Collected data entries
* * *

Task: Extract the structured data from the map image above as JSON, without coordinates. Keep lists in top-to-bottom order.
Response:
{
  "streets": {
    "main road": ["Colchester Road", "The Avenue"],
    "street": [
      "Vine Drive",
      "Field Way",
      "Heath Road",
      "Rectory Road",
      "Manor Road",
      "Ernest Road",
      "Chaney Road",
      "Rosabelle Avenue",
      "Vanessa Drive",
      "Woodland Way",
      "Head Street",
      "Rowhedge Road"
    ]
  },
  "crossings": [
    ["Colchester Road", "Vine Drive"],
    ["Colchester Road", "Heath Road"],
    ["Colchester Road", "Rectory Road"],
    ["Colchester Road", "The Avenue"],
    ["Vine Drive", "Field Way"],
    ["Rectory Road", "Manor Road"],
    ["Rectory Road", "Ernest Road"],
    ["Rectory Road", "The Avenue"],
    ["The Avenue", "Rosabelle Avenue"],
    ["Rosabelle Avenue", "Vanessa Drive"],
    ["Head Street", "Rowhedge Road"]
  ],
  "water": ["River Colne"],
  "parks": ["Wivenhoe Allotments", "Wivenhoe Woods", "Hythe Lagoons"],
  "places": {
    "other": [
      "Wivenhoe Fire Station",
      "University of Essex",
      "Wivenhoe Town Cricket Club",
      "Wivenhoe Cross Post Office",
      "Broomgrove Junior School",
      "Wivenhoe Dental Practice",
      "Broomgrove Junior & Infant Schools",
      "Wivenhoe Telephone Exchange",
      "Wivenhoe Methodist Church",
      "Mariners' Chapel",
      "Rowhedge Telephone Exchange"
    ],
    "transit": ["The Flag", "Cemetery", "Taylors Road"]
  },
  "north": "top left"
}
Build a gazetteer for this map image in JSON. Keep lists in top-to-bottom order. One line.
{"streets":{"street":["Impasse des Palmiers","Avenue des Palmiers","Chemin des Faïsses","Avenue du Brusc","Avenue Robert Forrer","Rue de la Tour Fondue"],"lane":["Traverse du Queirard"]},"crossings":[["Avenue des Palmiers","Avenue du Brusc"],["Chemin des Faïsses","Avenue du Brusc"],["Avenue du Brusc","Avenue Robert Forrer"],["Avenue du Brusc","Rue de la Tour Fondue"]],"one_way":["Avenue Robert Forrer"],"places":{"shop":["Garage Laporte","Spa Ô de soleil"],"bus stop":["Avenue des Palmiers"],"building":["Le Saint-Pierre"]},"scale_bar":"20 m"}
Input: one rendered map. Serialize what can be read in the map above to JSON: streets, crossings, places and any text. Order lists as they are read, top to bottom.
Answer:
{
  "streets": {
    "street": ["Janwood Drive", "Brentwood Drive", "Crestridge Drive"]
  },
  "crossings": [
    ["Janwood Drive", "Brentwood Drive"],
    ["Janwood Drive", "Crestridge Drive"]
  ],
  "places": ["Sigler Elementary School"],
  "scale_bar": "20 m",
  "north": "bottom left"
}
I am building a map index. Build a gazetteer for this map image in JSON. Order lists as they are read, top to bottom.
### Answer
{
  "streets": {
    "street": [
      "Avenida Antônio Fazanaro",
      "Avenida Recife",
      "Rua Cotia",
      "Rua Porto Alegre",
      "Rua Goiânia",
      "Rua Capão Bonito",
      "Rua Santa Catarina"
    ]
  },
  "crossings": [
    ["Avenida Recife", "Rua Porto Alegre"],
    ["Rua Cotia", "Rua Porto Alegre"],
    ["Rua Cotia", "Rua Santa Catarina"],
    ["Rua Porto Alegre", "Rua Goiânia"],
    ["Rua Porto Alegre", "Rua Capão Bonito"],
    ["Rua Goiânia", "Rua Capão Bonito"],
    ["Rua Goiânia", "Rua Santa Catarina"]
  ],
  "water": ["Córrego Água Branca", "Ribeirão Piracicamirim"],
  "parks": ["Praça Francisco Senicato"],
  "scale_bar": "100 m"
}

* * *

Your job is to write out the data exactly as it stands.

ANSWER SPACE
Task: Extract the structured data from the map image above as JSON, without coordinates. Keep lists in top-to-bottom order.
Response:
{
  "streets": {
    "main road": ["Colchester Road", "The Avenue"],
    "street": [
      "Vine Drive",
      "Field Way",
      "Heath Road",
      "Rectory Road",
      "Manor Road",
      "Ernest Road",
      "Chaney Road",
      "Rosabelle Avenue",
      "Vanessa Drive",
      "Woodland Way",
      "Head Street",
      "Rowhedge Road"
    ]
  },
  "crossings": [
    ["Colchester Road", "Vine Drive"],
    ["Colchester Road", "Heath Road"],
    ["Colchester Road", "Rectory Road"],
    ["Colchester Road", "The Avenue"],
    ["Vine Drive", "Field Way"],
    ["Rectory Road", "Manor Road"],
    ["Rectory Road", "Ernest Road"],
    ["Rectory Road", "The Avenue"],
    ["The Avenue", "Rosabelle Avenue"],
    ["Rosabelle Avenue", "Vanessa Drive"],
    ["Head Street", "Rowhedge Road"]
  ],
  "water": ["River Colne"],
  "parks": ["Wivenhoe Allotments", "Wivenhoe Woods", "Hythe Lagoons"],
  "places": {
    "other": [
      "Wivenhoe Fire Station",
      "University of Essex",
      "Wivenhoe Town Cricket Club",
      "Wivenhoe Cross Post Office",
      "Broomgrove Junior School",
      "Wivenhoe Dental Practice",
      "Broomgrove Junior & Infant Schools",
      "Wivenhoe Telephone Exchange",
      "Wivenhoe Methodist Church",
      "Mariners' Chapel",
      "Rowhedge Telephone Exchange"
    ],
    "transit": ["The Flag", "Cemetery", "Taylors Road"]
  },
  "north": "top left"
}
Build a gazetteer for this map image in JSON. Keep lists in top-to-bottom order. One line.
{"streets":{"street":["Impasse des Palmiers","Avenue des Palmiers","Chemin des Faïsses","Avenue du Brusc","Avenue Robert Forrer","Rue de la Tour Fondue"],"lane":["Traverse du Queirard"]},"crossings":[["Avenue des Palmiers","Avenue du Brusc"],["Chemin des Faïsses","Avenue du Brusc"],["Avenue du Brusc","Avenue Robert Forrer"],["Avenue du Brusc","Rue de la Tour Fondue"]],"one_way":["Avenue Robert Forrer"],"places":{"shop":["Garage Laporte","Spa Ô de soleil"],"bus stop":["Avenue des Palmiers"],"building":["Le Saint-Pierre"]},"scale_bar":"20 m"}
Input: one rendered map. Serialize what can be read in the map above to JSON: streets, crossings, places and any text. Order lists as they are read, top to bottom.
Answer:
{
  "streets": {
    "street": ["Janwood Drive", "Brentwood Drive", "Crestridge Drive"]
  },
  "crossings": [
    ["Janwood Drive", "Brentwood Drive"],
    ["Janwood Drive", "Crestridge Drive"]
  ],
  "places": ["Sigler Elementary School"],
  "scale_bar": "20 m",
  "north": "bottom left"
}
I am building a map index. Build a gazetteer for this map image in JSON. Order lists as they are read, top to bottom.
### Answer
{
  "streets": {
    "street": [
      "Avenida Antônio Fazanaro",
      "Avenida Recife",
      "Rua Cotia",
      "Rua Porto Alegre",
      "Rua Goiânia",
      "Rua Capão Bonito",
      "Rua Santa Catarina"
    ]
  },
  "crossings": [
    ["Avenida Recife", "Rua Porto Alegre"],
    ["Rua Cotia", "Rua Porto Alegre"],
    ["Rua Cotia", "Rua Santa Catarina"],
    ["Rua Porto Alegre", "Rua Goiânia"],
    ["Rua Porto Alegre", "Rua Capão Bonito"],
    ["Rua Goiânia", "Rua Capão Bonito"],
    ["Rua Goiânia", "Rua Santa Catarina"]
  ],
  "water": ["Córrego Água Branca", "Ribeirão Piracicamirim"],
  "parks": ["Praça Francisco Senicato"],
  "scale_bar": "100 m"
}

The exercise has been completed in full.